NF-Y recruitment on the γ promoter was measured by real time PCR-based ChIP assay. The day-11 blood and yolk sac (marked as “Embryo” in A) and the adult spleen (marked as “Adult” in B) were harvested from transgenic mice carrying the wild-type γ promoter (WT) or the mutant γ construct (CCAAT mut). Formaldehyde was added to cell suspension, and cross-linked chromatin was solubilized by sonication. Soluble chromatin was subjected to immunoprecipitation with the antibody against NF-Y. The γCCAAT box in the recovered chromatin was quantitated by real time PCR. Data presented in this figure were generated from three independent immunoprecipitations and duplicate DNA quantitation. The endogenous ε^y promoter or β^maj promoter served as internal control in the embryonic or adult samples. Nonspecific IP control was performed in the chromatin of the wild-type mice and expressed as a percentage of immunoprecipitation from specific antibody. Non-expressing tissue control was performed in the brain of the wild-type mice immunoprecipitated by anti-NF-Y and expressed as a percentage of immunoprecipitation in erythroid tissues. The effect of the CCAAT box mutation on NF-Y recruitment was calculated by dividing NF-Y recruitment on the mutated promoter over that on the β^maj promoter in the CCAAT-mutant mice by the same ratio in the control mice. All data were corrected by the copy numbers of the transgenes.

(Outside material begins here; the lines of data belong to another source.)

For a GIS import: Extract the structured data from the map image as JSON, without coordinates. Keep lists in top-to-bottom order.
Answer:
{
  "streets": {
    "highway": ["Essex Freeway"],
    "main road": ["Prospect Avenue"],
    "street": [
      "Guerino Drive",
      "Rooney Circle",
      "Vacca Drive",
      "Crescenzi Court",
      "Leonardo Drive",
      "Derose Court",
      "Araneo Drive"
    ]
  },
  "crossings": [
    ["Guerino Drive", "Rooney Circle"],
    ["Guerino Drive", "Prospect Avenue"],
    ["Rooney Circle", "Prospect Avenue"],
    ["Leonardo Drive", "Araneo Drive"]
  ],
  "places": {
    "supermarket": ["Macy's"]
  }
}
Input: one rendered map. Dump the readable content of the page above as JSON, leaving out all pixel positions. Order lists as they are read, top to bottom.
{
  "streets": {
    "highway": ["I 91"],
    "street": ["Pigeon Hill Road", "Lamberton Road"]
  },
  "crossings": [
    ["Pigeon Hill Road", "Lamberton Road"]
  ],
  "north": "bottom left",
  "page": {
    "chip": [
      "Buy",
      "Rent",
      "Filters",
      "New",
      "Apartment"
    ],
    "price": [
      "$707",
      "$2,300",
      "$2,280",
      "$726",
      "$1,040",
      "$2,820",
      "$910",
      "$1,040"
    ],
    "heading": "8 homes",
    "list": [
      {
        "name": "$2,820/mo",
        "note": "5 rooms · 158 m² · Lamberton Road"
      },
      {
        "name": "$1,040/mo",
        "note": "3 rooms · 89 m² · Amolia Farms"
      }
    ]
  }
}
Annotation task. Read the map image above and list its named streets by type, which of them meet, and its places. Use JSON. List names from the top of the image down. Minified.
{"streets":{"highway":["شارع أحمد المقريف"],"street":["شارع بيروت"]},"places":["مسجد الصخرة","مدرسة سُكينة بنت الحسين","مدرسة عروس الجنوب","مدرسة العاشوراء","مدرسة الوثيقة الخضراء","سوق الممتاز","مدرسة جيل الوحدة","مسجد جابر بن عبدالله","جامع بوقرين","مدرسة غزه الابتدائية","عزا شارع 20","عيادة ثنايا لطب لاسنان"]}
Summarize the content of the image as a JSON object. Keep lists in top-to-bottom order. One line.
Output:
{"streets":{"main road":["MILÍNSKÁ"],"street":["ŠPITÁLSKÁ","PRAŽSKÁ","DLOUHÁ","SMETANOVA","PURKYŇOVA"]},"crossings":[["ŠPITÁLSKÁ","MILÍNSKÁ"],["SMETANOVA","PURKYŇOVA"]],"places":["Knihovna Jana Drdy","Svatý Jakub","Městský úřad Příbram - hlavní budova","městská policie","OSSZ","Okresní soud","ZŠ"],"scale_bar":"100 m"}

Fig. 3. Recruitment of components of the basal transcription apparatus in transgenic mice carrying the CCAAT box-mutated γ-globin gene

TBP (A and B), TFIIB (C and D), and Pol II (E and F) recruitment on the γ promoter was measured by ChIP assay as described in the legend of Fig. 2. The embryonic and adult stages are indicated at the top of the left and right column panels, respectively. The antibodies used in each analysis are indicated inside the panels. WT, wild-type γ promoter; CCAAT mut, mutant γ construct.

Fig. 4. Analysis of NF-Y/TBP interaction by a modified ChIP assay

A, diagram showing the ChIP assay designed for detection of protein-protein interaction between NF-Y and TBP. If physical contact between NF-Y and TBP occurs in the cells, the two proteins would be cross-linked by formaldehyde. After NgoMI cleavage, both the TATA and CCAAT fragments should be detected in the chromatin immuno-precipitated either by the anti-TBP or by anti-NF-Y antibodies. If the contact is absent, the TATA fragment should be present only in chromatin pulled down by the anti-TBP antibody and absent in chromatin pulled down by the anti-NF-Y antibody and vice versa. B, measurements of the CCAAT and TATA fragments in the chromatin immuno-precipitated by anti-NF-Y antibody before (filled bars) and after (open bars) NgoMI digestion. C, measurements of the CCAAT and TATA fragments in the chromatin immunoprecipitated by anti-TBP antibody before (filled bars) and after (open bars) NgoMI digestion. D, measurements of the CCAAT and TATA fragments in the chromatin immuno-precipitated by anti-NF-Y antibody before (filled bars) and after (open bars) BamHI digestion. E, measurements of the CCAAT and TATA fragments in the chromatin immunoprecipitated by anti-TBP antibody before (filled bars) and after (open bars) BamHI digestion.